Il traffico era già quasi impossibile dalla notte del giovedì, nonostante fosse diretto a fatica per membri e simpatizzanti di una trentina di organizzazioni, partiti e movimenti politici e sociali, che avevano convocato la concentrazione.

Frustrazione, delusione e, paradossalmente, speranza di potere ancora cambiare le cose, erano i denominatori comuni dei visi e commenti della maggioranza di questi congregati, senza riflettere su credo religioso, filiazione politica, età, strato sociale o sesso.

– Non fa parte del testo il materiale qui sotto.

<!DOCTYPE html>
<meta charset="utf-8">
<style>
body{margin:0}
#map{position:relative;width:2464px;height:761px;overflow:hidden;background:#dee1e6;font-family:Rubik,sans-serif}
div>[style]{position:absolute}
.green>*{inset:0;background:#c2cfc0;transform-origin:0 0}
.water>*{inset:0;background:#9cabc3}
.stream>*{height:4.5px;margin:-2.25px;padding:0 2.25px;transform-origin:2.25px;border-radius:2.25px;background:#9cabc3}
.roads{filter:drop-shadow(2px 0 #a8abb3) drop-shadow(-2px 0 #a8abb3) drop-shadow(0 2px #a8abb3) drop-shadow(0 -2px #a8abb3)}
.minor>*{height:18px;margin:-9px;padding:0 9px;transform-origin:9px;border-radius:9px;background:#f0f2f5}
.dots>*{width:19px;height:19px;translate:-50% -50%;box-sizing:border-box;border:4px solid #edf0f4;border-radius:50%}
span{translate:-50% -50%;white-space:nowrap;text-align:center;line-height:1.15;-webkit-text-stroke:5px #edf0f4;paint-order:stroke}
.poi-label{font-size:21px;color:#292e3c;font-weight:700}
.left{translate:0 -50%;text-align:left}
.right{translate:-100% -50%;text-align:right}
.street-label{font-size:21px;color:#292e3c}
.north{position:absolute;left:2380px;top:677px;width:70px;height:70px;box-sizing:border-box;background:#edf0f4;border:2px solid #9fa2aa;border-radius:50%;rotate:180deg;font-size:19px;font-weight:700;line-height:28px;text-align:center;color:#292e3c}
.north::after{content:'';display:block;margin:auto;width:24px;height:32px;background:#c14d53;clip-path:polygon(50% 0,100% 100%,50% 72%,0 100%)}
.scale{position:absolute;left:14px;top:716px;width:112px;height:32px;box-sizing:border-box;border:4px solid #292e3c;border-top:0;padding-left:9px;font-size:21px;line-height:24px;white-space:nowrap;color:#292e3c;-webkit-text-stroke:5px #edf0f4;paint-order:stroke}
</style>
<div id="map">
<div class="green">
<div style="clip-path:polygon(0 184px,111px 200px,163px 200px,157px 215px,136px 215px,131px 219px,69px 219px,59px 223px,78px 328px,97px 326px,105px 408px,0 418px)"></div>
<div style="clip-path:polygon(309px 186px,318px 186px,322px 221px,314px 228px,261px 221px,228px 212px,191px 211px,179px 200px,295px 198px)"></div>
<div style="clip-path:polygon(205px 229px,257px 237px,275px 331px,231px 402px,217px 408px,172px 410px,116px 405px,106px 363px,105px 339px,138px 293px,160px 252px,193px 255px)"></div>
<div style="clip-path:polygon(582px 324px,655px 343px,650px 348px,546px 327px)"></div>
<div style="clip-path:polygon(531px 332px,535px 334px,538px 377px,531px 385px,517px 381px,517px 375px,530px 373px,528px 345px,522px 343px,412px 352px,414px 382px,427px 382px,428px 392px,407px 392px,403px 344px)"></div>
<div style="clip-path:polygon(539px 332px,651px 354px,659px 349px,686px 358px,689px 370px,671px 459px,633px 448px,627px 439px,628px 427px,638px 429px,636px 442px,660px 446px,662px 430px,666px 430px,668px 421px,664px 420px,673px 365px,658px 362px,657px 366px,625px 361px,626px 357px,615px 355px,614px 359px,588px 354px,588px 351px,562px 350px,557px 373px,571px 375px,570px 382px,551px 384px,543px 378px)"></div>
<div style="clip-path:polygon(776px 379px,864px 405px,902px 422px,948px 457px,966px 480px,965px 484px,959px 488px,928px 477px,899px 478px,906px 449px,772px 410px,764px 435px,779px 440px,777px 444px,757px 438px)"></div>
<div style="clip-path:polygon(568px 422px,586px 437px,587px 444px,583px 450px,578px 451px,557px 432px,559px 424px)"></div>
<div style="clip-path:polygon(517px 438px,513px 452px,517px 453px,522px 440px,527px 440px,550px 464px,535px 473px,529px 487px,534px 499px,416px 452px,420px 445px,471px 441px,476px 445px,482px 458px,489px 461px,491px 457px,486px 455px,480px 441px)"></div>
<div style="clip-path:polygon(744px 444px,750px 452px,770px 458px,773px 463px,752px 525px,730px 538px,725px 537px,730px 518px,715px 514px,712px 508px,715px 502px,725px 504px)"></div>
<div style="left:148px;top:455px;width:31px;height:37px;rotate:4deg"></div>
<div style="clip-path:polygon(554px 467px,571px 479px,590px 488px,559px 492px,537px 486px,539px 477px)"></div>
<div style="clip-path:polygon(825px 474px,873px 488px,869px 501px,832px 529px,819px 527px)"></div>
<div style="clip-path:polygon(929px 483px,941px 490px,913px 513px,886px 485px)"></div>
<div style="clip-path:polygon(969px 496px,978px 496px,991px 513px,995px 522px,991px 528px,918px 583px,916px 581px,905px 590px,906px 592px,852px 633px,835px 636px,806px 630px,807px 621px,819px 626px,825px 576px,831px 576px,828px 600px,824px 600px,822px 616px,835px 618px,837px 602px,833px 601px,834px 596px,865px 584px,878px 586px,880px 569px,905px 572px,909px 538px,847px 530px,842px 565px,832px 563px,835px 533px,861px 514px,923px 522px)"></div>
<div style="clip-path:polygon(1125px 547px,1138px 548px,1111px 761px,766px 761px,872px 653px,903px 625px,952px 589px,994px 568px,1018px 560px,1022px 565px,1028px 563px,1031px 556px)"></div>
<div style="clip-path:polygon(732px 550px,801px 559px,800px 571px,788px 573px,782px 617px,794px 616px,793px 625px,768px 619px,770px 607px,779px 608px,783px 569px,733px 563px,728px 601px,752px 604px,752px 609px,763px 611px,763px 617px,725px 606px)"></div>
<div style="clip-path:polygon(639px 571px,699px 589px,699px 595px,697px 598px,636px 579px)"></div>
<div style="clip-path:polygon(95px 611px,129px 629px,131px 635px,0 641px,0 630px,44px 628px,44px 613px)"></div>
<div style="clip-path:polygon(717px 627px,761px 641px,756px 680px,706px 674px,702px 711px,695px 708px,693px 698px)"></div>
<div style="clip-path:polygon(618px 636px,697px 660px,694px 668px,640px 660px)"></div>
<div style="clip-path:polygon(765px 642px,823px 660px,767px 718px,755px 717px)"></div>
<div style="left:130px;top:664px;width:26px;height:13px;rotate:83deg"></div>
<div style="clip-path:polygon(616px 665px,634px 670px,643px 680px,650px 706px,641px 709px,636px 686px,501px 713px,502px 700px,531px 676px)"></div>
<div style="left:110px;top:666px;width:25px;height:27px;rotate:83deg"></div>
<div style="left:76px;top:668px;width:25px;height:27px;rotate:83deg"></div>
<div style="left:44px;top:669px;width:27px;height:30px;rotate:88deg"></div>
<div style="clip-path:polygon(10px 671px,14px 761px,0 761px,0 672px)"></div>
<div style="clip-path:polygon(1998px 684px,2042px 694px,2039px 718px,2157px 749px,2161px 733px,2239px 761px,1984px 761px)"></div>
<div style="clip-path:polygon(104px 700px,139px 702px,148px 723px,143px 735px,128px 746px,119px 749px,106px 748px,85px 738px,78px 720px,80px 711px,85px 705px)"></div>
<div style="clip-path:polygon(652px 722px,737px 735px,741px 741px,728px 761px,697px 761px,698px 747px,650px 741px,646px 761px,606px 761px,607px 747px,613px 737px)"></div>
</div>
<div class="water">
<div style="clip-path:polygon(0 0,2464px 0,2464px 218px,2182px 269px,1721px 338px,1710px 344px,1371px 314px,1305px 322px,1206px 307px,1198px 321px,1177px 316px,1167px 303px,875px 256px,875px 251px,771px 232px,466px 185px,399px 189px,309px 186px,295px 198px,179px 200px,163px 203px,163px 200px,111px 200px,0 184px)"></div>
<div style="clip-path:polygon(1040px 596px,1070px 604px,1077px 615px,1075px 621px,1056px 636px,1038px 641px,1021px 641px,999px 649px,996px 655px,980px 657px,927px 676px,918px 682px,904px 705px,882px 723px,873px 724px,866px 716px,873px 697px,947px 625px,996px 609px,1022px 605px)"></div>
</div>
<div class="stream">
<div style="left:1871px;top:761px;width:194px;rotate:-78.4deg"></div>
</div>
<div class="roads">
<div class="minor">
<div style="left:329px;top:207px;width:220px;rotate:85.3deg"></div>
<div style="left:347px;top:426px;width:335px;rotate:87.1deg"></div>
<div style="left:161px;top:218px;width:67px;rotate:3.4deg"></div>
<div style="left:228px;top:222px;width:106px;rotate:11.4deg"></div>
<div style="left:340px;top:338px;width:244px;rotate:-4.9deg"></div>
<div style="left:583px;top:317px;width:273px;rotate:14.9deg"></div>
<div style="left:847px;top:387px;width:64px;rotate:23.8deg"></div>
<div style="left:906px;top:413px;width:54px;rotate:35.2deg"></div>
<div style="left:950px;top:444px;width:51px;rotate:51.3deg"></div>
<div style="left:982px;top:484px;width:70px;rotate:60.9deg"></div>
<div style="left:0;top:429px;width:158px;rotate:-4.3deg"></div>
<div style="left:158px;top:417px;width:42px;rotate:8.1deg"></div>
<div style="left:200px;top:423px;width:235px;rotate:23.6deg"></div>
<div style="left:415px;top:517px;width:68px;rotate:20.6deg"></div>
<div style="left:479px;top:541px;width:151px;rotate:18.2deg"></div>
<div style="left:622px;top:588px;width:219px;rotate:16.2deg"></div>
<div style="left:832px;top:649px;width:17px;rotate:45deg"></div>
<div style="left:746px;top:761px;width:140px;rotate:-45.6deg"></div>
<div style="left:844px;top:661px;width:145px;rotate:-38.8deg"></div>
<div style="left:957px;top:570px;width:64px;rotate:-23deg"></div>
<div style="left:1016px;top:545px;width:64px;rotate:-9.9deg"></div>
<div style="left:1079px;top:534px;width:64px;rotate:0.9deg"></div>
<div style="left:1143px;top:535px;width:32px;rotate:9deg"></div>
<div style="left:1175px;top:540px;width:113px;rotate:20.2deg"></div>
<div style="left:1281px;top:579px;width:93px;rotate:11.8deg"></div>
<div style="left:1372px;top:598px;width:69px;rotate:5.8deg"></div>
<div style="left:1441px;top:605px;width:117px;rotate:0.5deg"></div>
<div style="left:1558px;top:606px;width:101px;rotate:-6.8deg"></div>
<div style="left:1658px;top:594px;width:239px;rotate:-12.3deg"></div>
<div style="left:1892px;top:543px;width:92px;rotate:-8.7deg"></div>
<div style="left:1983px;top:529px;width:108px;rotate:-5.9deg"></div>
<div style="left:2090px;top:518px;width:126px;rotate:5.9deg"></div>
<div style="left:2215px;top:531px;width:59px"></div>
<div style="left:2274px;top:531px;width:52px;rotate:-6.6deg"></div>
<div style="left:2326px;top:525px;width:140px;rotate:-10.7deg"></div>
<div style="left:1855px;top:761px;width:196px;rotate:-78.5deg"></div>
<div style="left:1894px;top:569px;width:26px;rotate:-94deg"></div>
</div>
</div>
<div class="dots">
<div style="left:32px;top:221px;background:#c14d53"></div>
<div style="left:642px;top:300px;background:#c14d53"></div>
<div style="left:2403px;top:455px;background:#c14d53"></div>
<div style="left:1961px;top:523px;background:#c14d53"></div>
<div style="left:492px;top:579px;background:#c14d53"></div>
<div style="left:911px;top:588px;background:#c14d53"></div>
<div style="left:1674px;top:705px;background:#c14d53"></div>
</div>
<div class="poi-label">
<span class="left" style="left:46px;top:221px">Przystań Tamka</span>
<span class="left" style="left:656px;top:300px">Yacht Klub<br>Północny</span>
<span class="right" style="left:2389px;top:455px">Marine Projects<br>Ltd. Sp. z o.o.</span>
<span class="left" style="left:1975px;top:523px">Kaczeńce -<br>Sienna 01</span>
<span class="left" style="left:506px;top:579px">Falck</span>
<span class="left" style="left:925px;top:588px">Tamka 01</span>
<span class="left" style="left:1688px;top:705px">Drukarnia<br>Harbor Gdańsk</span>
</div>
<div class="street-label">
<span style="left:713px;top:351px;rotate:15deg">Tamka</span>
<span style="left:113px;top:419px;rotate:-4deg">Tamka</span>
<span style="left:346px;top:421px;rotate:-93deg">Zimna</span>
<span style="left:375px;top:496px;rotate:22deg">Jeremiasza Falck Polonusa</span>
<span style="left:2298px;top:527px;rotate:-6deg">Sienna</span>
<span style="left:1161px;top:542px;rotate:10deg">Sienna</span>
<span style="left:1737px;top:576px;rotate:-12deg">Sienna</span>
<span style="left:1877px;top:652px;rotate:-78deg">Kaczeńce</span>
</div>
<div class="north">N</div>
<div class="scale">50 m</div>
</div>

Il paese vuole la caduta del regime, gridava un potente coro di voci nel cuore de Il Cairo per evidenziare l’insoddisfazione di molti gruppi per considerare che poche o nessuna delle loro mete sono state concretate dal Governo attuale, militare e civile.

La partecipazione dell’Hermanadad Musulmana si apprezza come prova della dimensione dello scontento popolare, dato che la leadership islamica è stata reticente ad assecondare le proteste nei mesi recenti, soprattutto quelle che patrocinavano per anticipare le elezioni parlamentari previste per settembre.

La Coalizione Giovanile Rivoluzionaria che agglutina movimenti protagonisti delle rivolte di gennaio e febbraio, chiedono la fine dell’impunità e giudizi per gli ex funzionari accusati di corruzione e repressione, compreso lo stesso Mubarak.

Anche la chiamata marcia del milione pretende di dare un’allerta alle autorità, nonostante l’annuncio che giovedì si giudicheranno 25 antichi ministri, deputati e dirigenti seguaci di Mubarak per assassinio, tentativo di assassinio, aggressione e danni fisici.

Come dispose il capo della Commissione di Investigazione Giudiziale del Ministero di Giustizia, Mahmoud Al-Sebrut, queste persone dovranno comparire davanti ad una corte penale per istigare questi attacchi.